→ **EXERCISE GOAL**
What you need to do is retype every entry exactly as written.

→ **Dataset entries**
———
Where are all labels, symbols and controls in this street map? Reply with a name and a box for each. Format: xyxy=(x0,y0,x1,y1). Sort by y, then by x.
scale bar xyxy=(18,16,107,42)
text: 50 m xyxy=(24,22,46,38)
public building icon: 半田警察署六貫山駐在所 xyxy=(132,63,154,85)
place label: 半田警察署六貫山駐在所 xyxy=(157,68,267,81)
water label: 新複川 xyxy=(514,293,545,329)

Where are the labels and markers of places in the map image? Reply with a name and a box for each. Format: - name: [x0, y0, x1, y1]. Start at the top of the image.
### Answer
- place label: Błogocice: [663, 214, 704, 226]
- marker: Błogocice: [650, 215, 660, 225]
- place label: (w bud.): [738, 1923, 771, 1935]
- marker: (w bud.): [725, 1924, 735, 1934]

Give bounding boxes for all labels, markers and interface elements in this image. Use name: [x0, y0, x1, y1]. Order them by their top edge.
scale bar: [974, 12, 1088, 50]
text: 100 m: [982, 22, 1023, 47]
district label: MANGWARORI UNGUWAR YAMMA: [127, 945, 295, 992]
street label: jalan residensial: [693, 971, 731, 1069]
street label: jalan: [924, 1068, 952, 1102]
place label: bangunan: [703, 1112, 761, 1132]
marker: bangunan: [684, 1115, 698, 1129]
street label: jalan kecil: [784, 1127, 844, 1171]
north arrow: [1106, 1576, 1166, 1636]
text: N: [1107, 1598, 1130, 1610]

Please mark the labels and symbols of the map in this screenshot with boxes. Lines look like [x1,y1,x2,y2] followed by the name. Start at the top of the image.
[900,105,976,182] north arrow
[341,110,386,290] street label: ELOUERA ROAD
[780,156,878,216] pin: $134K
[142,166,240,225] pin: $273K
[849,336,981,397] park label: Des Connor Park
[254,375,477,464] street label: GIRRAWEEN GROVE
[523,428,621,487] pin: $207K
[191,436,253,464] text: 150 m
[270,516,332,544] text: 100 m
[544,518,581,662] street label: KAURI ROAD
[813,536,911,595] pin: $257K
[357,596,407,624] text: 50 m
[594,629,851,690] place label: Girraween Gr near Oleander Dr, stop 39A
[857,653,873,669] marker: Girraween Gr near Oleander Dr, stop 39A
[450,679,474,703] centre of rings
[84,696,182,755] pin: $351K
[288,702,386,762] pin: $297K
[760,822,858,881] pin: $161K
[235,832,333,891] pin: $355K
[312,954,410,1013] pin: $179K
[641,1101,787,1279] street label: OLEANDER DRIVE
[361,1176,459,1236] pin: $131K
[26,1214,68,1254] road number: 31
———
→ **SOLUTION**
Where are all labels, symbols and controls in this street map? Reply with a name and a box for each. Format: xyxy=(x0,y0,x1,y1). Sort by y, then by x.
scale bar xyxy=(18,16,107,42)
text: 50 m xyxy=(24,22,46,38)
public building icon: 半田警察署六貫山駐在所 xyxy=(132,63,154,85)
place label: 半田警察署六貫山駐在所 xyxy=(157,68,267,81)
water label: 新複川 xyxy=(514,293,545,329)

Where are the labels and markers of places in the map image? Reply with a name and a box for each. Format: - name: [x0, y0, x1, y1]. Start at the top of the image.
### Answer
- place label: Błogocice: [663, 214, 704, 226]
- marker: Błogocice: [650, 215, 660, 225]
- place label: (w bud.): [738, 1923, 771, 1935]
- marker: (w bud.): [725, 1924, 735, 1934]

Give bounding boxes for all labels, markers and interface elements in this image. Use name: [x0, y0, x1, y1]. Order them by their top edge.
scale bar: [974, 12, 1088, 50]
text: 100 m: [982, 22, 1023, 47]
district label: MANGWARORI UNGUWAR YAMMA: [127, 945, 295, 992]
street label: jalan residensial: [693, 971, 731, 1069]
street label: jalan: [924, 1068, 952, 1102]
place label: bangunan: [703, 1112, 761, 1132]
marker: bangunan: [684, 1115, 698, 1129]
street label: jalan kecil: [784, 1127, 844, 1171]
north arrow: [1106, 1576, 1166, 1636]
text: N: [1107, 1598, 1130, 1610]

Please mark the labels and symbols of the map in this screenshot with boxes. Lines look like [x1,y1,x2,y2] followed by the name. Start at the top of the image.
[900,105,976,182] north arrow
[341,110,386,290] street label: ELOUERA ROAD
[780,156,878,216] pin: $134K
[142,166,240,225] pin: $273K
[849,336,981,397] park label: Des Connor Park
[254,375,477,464] street label: GIRRAWEEN GROVE
[523,428,621,487] pin: $207K
[191,436,253,464] text: 150 m
[270,516,332,544] text: 100 m
[544,518,581,662] street label: KAURI ROAD
[813,536,911,595] pin: $257K
[357,596,407,624] text: 50 m
[594,629,851,690] place label: Girraween Gr near Oleander Dr, stop 39A
[857,653,873,669] marker: Girraween Gr near Oleander Dr, stop 39A
[450,679,474,703] centre of rings
[84,696,182,755] pin: $351K
[288,702,386,762] pin: $297K
[760,822,858,881] pin: $161K
[235,832,333,891] pin: $355K
[312,954,410,1013] pin: $179K
[641,1101,787,1279] street label: OLEANDER DRIVE
[361,1176,459,1236] pin: $131K
[26,1214,68,1254] road number: 31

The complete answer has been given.